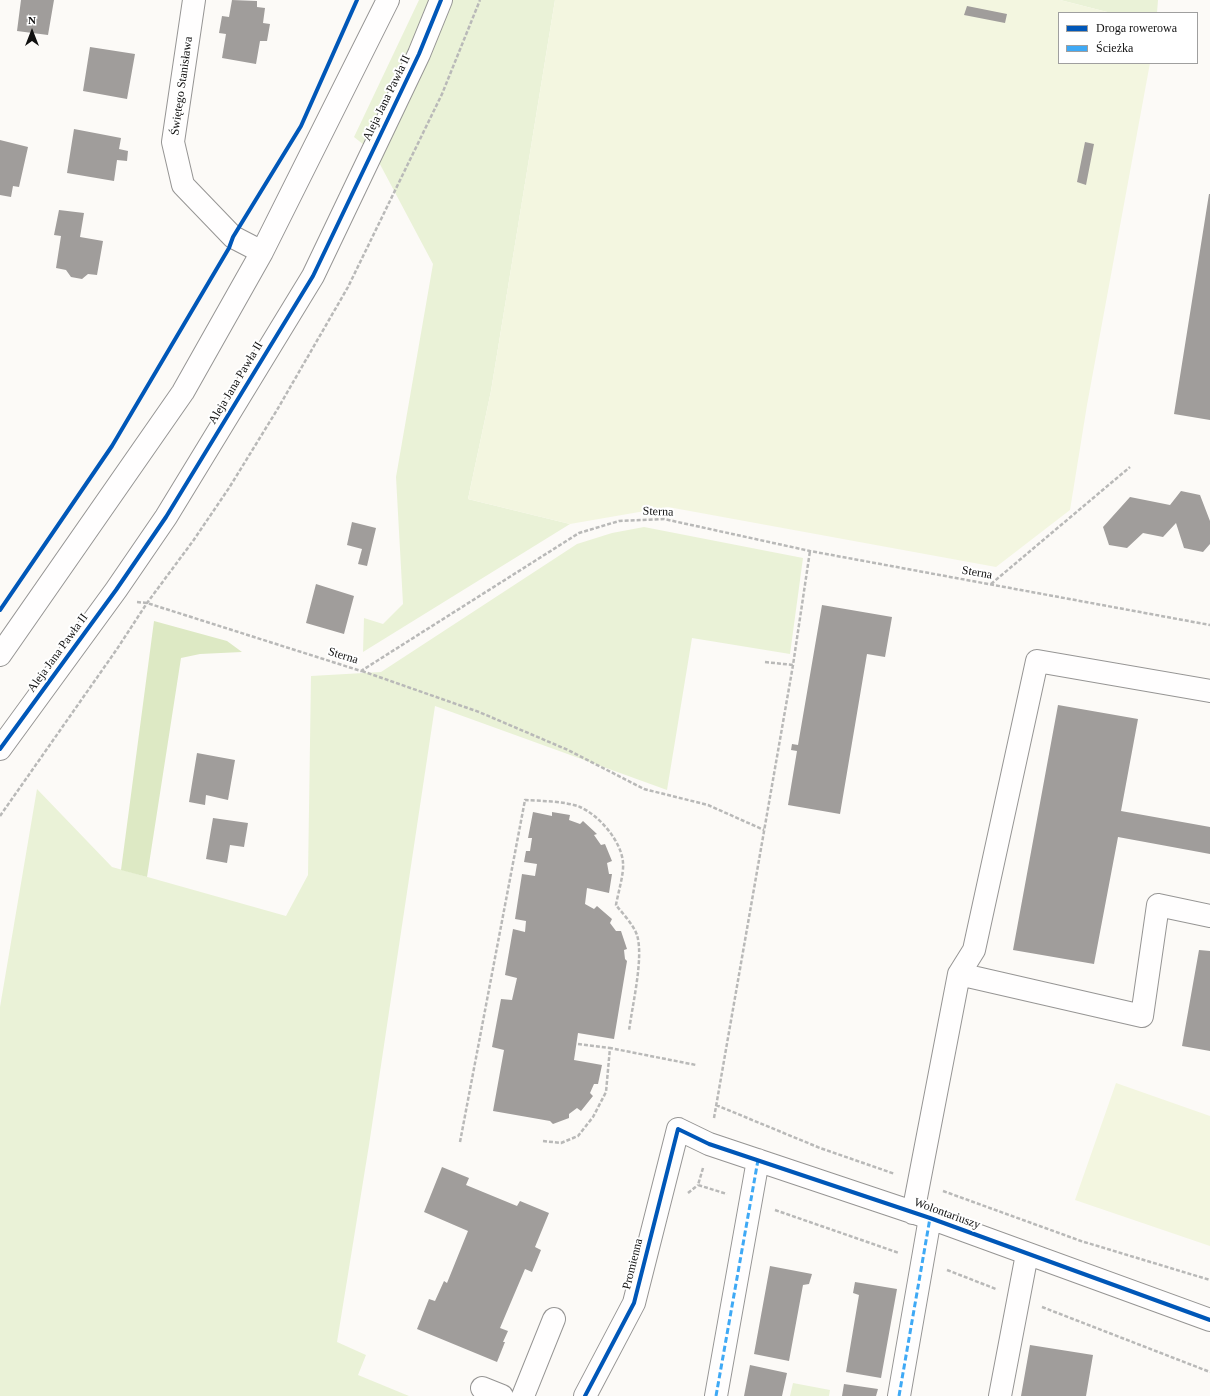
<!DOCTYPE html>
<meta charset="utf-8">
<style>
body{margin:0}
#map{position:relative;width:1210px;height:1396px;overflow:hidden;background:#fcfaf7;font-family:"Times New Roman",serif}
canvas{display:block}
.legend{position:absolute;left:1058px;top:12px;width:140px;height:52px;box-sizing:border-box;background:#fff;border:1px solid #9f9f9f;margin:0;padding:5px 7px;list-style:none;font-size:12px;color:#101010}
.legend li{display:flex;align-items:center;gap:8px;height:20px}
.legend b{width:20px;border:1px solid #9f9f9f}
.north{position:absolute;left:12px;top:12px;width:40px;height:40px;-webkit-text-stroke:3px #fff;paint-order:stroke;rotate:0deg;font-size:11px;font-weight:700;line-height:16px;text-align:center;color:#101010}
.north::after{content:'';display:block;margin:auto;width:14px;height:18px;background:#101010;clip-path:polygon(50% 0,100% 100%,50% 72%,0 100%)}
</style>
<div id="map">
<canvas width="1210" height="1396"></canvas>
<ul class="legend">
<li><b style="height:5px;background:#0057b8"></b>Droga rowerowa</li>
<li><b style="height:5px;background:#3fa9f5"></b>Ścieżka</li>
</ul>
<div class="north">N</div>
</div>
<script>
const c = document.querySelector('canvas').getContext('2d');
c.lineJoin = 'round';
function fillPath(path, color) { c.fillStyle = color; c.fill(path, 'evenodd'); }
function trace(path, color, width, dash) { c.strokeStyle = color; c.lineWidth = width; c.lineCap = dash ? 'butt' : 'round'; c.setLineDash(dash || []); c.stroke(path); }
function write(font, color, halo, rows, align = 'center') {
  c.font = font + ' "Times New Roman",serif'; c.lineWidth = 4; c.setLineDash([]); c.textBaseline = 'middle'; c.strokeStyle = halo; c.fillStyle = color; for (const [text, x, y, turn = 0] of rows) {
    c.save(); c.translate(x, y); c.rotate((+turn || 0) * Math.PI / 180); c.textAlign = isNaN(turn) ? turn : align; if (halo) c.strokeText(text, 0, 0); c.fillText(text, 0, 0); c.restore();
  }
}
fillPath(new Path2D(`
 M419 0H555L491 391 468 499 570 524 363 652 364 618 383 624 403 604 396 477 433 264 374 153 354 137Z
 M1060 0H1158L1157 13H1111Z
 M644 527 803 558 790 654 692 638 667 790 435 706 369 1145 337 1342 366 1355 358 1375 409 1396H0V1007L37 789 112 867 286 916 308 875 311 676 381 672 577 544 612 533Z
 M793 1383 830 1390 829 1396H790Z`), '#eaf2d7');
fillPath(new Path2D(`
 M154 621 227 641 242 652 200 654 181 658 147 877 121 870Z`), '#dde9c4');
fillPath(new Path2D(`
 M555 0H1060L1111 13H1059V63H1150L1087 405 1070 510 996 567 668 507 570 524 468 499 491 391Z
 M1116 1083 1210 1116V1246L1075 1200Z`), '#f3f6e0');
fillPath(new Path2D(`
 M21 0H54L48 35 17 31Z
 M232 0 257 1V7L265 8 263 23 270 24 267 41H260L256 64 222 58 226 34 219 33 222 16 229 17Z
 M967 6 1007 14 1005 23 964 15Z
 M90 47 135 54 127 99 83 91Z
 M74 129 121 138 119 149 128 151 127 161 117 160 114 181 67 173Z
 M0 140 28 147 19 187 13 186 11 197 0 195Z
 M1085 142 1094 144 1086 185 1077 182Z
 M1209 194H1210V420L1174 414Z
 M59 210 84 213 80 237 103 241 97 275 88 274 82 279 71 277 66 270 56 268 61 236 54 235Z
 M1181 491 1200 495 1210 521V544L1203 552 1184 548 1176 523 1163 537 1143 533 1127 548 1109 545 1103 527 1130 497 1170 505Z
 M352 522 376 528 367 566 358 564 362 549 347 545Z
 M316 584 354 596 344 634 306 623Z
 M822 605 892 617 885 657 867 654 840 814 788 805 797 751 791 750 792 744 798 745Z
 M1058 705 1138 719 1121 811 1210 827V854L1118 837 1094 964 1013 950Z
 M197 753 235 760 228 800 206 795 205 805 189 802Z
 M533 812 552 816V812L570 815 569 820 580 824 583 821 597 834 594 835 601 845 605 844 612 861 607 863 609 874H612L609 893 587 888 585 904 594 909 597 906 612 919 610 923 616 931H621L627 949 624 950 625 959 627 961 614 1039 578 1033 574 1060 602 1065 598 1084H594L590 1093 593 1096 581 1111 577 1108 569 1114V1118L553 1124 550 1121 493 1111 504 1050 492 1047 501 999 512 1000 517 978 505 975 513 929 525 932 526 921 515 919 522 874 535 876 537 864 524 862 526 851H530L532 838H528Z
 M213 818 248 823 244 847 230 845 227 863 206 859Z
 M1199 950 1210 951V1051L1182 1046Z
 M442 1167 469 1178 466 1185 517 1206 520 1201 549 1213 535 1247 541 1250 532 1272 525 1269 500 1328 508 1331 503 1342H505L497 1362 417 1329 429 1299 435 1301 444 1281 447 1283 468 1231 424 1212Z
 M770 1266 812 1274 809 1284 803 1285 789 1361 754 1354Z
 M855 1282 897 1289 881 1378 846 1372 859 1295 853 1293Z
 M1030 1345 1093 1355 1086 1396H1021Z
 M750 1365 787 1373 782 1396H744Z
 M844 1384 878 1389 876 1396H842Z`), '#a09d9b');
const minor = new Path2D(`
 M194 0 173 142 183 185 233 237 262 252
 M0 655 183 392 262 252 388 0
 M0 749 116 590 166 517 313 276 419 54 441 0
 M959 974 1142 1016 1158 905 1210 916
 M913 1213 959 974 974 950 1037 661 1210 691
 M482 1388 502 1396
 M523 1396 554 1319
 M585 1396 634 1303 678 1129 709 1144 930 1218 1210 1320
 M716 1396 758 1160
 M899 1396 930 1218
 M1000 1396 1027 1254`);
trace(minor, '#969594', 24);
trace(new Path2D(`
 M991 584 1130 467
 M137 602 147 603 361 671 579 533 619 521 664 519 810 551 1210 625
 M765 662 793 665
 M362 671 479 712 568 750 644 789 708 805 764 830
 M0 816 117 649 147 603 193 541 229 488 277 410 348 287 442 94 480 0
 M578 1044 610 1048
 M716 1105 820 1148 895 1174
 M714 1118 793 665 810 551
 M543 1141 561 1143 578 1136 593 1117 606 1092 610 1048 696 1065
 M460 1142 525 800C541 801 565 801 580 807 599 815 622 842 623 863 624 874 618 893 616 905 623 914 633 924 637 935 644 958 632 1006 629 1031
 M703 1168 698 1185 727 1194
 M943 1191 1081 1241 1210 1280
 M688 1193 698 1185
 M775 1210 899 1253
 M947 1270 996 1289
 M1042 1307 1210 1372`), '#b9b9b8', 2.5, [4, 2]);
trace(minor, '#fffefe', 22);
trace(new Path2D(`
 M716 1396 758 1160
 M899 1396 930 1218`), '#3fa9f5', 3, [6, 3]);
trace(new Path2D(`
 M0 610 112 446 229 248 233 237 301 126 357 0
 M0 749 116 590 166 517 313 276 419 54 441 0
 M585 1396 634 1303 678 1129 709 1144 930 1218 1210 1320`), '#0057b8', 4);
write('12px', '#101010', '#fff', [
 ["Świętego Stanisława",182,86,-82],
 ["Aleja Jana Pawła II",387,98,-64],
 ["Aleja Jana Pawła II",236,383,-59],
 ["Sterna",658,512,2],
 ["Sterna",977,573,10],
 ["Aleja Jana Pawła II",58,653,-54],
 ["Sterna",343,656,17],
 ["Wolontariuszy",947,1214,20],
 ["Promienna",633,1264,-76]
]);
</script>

---

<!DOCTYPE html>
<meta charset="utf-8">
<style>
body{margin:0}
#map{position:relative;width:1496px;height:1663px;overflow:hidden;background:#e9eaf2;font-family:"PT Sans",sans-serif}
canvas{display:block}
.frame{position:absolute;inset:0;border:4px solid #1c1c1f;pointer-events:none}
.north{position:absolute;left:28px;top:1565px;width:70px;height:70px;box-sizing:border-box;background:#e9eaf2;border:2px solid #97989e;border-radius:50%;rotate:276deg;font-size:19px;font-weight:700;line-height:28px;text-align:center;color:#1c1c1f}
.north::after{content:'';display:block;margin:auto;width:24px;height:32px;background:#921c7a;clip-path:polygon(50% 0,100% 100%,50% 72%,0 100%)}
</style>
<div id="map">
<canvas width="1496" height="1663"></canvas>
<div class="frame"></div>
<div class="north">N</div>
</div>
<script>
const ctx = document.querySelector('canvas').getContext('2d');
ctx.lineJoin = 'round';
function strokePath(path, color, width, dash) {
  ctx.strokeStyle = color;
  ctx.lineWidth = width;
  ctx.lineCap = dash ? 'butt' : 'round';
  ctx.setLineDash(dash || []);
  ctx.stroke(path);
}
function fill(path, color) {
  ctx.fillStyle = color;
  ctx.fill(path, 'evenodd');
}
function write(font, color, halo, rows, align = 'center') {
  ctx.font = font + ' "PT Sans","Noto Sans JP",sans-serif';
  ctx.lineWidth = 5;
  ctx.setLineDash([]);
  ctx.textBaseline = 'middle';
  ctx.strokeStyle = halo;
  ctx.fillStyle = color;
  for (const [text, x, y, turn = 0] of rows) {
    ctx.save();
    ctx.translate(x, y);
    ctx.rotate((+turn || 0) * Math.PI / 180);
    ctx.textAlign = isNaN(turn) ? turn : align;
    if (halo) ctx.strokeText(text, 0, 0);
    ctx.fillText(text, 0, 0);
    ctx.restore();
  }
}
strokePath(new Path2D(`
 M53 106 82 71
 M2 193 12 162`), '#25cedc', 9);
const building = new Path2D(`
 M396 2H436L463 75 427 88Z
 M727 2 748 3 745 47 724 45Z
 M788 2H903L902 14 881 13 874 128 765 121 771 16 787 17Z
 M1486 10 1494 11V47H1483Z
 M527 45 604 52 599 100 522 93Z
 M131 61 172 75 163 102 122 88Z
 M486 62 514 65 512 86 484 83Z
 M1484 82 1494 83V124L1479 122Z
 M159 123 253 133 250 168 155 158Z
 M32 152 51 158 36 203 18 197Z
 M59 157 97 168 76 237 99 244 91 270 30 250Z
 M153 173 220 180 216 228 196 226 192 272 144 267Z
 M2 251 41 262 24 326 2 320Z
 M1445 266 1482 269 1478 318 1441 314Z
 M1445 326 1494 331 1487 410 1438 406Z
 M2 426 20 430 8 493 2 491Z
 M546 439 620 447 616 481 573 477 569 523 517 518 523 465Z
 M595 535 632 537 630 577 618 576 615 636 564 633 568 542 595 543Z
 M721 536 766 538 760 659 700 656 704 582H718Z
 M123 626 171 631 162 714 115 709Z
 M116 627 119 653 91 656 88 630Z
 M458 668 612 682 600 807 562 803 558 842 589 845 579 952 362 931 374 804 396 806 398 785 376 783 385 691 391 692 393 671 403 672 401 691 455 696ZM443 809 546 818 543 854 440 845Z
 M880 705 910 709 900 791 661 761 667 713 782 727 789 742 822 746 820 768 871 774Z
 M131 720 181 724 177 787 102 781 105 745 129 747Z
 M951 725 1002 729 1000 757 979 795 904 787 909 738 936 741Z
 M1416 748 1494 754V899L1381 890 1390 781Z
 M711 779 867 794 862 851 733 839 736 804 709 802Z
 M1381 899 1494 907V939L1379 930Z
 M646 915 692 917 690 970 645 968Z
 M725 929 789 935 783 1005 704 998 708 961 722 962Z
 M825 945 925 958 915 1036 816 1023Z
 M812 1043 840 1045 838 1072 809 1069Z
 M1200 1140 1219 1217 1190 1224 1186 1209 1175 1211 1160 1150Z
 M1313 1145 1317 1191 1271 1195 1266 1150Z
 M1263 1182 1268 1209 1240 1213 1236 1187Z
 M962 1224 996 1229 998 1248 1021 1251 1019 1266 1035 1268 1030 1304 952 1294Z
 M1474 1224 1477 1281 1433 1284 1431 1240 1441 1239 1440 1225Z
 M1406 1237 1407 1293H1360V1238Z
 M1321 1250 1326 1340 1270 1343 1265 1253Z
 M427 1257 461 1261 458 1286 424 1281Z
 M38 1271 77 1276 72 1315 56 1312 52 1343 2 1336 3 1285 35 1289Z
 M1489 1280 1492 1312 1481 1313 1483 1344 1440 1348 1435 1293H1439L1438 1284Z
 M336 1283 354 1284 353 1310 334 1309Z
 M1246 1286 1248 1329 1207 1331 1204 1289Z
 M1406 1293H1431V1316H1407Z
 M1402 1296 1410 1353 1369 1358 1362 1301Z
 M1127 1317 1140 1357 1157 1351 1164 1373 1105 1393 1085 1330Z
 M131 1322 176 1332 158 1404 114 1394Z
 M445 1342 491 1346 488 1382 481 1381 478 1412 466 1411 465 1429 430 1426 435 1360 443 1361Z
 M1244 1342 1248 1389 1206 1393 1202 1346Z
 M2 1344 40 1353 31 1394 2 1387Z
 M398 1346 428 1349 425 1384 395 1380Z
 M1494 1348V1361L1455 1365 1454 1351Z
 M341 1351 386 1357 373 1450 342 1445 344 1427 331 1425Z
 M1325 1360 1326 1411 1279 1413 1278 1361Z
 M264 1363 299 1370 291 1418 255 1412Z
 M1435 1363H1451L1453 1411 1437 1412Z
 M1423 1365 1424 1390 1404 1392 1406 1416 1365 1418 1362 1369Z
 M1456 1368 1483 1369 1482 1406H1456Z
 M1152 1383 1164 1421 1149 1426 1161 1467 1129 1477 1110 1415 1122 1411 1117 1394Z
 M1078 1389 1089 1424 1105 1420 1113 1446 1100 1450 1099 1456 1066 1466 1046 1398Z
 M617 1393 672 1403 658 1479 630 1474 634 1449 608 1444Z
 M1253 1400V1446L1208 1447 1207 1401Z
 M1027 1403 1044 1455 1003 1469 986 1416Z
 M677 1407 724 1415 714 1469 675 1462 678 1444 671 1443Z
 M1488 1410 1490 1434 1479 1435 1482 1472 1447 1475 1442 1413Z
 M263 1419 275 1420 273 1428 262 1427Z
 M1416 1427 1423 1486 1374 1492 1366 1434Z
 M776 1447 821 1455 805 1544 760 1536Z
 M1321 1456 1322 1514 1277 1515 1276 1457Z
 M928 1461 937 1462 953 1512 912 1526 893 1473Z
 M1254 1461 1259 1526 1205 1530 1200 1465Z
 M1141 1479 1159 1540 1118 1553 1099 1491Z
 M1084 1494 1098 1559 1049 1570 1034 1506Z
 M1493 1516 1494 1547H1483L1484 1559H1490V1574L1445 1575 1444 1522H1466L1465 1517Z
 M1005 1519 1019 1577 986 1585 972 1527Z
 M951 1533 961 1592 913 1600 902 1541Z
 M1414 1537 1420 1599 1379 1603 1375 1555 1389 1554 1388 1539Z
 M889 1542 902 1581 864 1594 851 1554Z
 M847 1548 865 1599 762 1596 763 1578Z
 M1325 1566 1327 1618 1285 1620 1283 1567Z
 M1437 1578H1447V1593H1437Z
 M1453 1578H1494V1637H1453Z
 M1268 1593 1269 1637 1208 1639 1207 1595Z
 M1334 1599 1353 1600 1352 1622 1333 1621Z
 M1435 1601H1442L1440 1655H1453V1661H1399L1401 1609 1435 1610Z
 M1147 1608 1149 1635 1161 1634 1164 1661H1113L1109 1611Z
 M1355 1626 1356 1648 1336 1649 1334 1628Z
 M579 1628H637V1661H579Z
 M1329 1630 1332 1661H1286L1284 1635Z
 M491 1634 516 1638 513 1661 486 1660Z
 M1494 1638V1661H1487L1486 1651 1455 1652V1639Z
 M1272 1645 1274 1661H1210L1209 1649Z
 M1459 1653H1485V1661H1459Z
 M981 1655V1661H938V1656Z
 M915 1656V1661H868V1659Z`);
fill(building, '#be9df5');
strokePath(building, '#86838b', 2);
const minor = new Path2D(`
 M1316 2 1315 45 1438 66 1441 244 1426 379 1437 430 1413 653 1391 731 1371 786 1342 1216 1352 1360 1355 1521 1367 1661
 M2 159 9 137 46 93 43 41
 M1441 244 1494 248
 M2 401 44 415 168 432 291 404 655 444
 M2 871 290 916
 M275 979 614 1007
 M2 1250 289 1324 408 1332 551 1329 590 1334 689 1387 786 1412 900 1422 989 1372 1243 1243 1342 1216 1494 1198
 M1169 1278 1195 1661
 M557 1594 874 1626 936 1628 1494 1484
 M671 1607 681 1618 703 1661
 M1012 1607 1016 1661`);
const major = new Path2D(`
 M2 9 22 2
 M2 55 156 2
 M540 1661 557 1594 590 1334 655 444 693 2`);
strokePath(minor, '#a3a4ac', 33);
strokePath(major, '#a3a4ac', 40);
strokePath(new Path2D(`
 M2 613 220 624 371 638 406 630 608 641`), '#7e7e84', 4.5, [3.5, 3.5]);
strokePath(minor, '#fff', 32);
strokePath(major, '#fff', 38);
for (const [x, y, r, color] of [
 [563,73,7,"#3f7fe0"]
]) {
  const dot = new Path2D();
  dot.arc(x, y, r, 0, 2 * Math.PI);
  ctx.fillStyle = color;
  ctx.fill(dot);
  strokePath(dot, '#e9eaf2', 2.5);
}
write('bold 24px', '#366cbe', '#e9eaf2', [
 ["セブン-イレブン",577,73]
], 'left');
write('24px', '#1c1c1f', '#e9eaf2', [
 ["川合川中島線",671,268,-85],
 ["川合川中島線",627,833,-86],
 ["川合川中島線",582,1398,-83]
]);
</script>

### Task requirements
Would you please copy exactly the part of the entries above that begins at the line containing "function fillPath(path, color)" and ends at the line containing "M1060 0H1158L1157 13H1111Z", both lines included?

### Exercise output
function fillPath(path, color) { c.fillStyle = color; c.fill(path, 'evenodd'); }
function trace(path, color, width, dash) { c.strokeStyle = color; c.lineWidth = width; c.lineCap = dash ? 'butt' : 'round'; c.setLineDash(dash || []); c.stroke(path); }
function write(font, color, halo, rows, align = 'center') {
  c.font = font + ' "Times New Roman",serif'; c.lineWidth = 4; c.setLineDash([]); c.textBaseline = 'middle'; c.strokeStyle = halo; c.fillStyle = color; for (const [text, x, y, turn = 0] of rows) {
    c.save(); c.translate(x, y); c.rotate((+turn || 0) * Math.PI / 180); c.textAlign = isNaN(turn) ? turn : align; if (halo) c.strokeText(text, 0, 0); c.fillText(text, 0, 0); c.restore();
  }
}
fillPath(new Path2D(`
 M419 0H555L491 391 468 499 570 524 363 652 364 618 383 624 403 604 396 477 433 264 374 153 354 137Z
 M1060 0H1158L1157 13H1111Z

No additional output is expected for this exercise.